--- Extracted material Enclosed Below ---
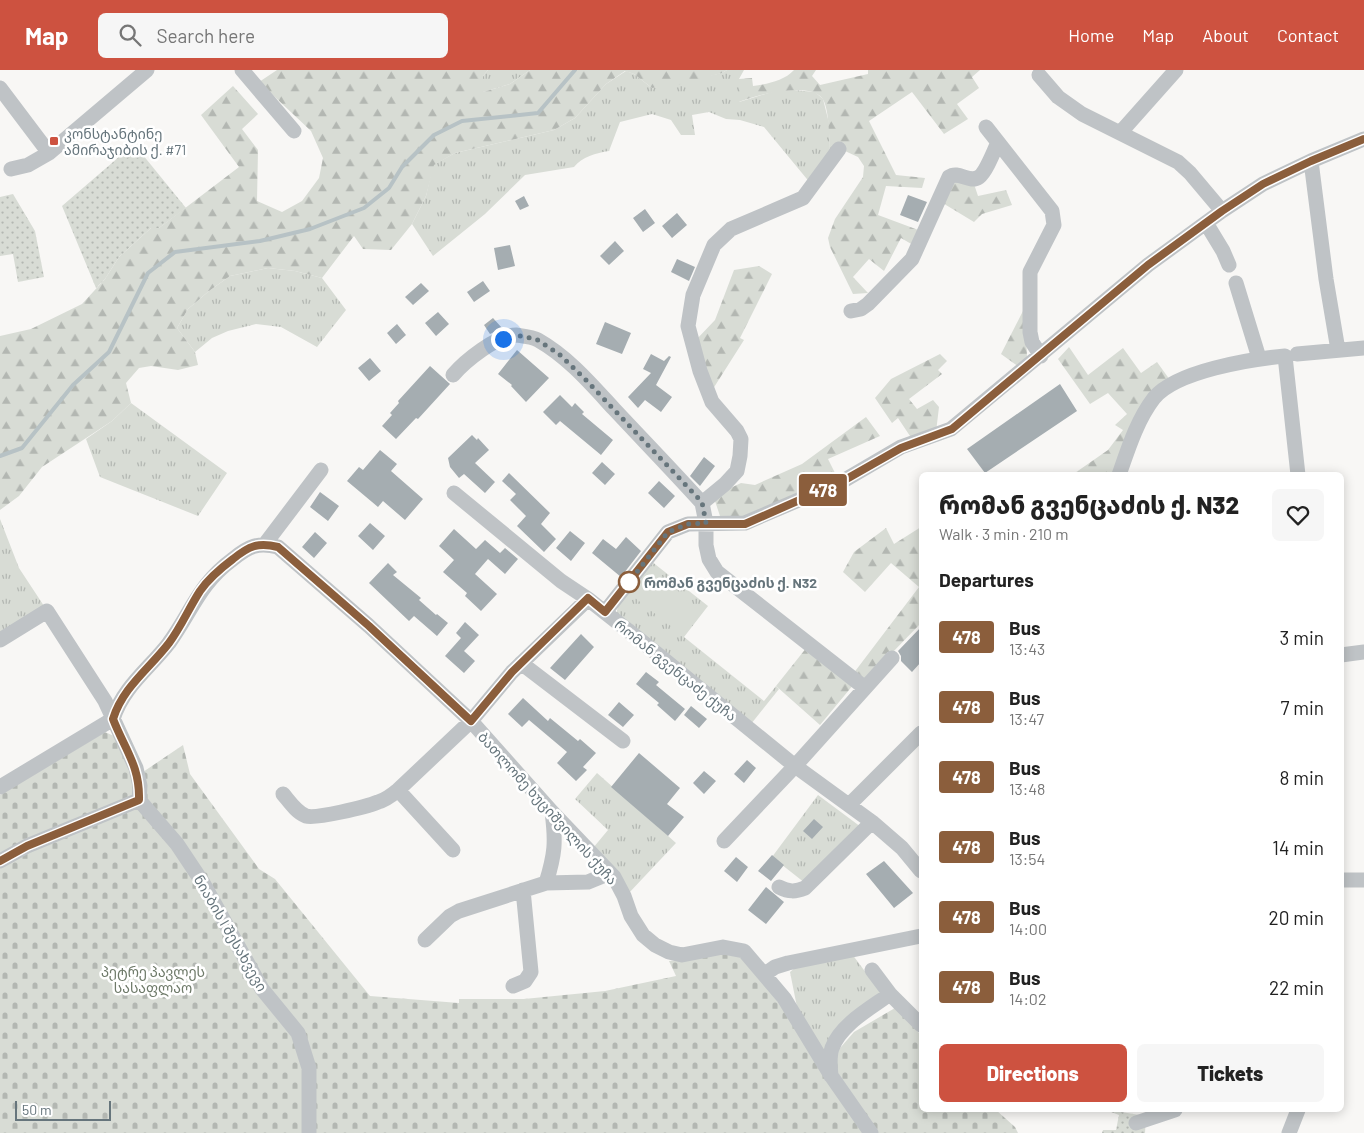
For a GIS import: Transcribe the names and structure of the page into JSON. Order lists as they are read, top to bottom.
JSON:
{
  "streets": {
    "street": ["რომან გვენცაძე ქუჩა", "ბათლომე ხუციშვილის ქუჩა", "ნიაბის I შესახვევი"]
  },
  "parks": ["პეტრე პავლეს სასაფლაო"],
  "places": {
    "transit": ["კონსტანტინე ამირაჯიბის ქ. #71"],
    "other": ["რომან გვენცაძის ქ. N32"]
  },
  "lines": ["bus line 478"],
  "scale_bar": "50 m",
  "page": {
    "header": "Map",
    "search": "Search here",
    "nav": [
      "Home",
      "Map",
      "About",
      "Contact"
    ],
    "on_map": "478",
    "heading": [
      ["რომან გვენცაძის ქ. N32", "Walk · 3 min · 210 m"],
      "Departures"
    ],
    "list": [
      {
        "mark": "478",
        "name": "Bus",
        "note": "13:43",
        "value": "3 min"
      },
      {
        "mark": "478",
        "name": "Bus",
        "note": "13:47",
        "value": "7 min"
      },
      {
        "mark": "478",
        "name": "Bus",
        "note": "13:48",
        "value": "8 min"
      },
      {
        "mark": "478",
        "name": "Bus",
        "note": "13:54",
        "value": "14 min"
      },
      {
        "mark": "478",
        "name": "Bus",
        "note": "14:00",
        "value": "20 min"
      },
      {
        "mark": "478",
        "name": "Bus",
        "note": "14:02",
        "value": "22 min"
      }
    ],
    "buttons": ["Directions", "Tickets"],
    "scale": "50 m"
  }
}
--- End of Enclosed Extracted material ---
■ About this exercise:
Would you count the lines in the data that contain "რომან" and answer with only the number?

■ Solution to this exercise:
3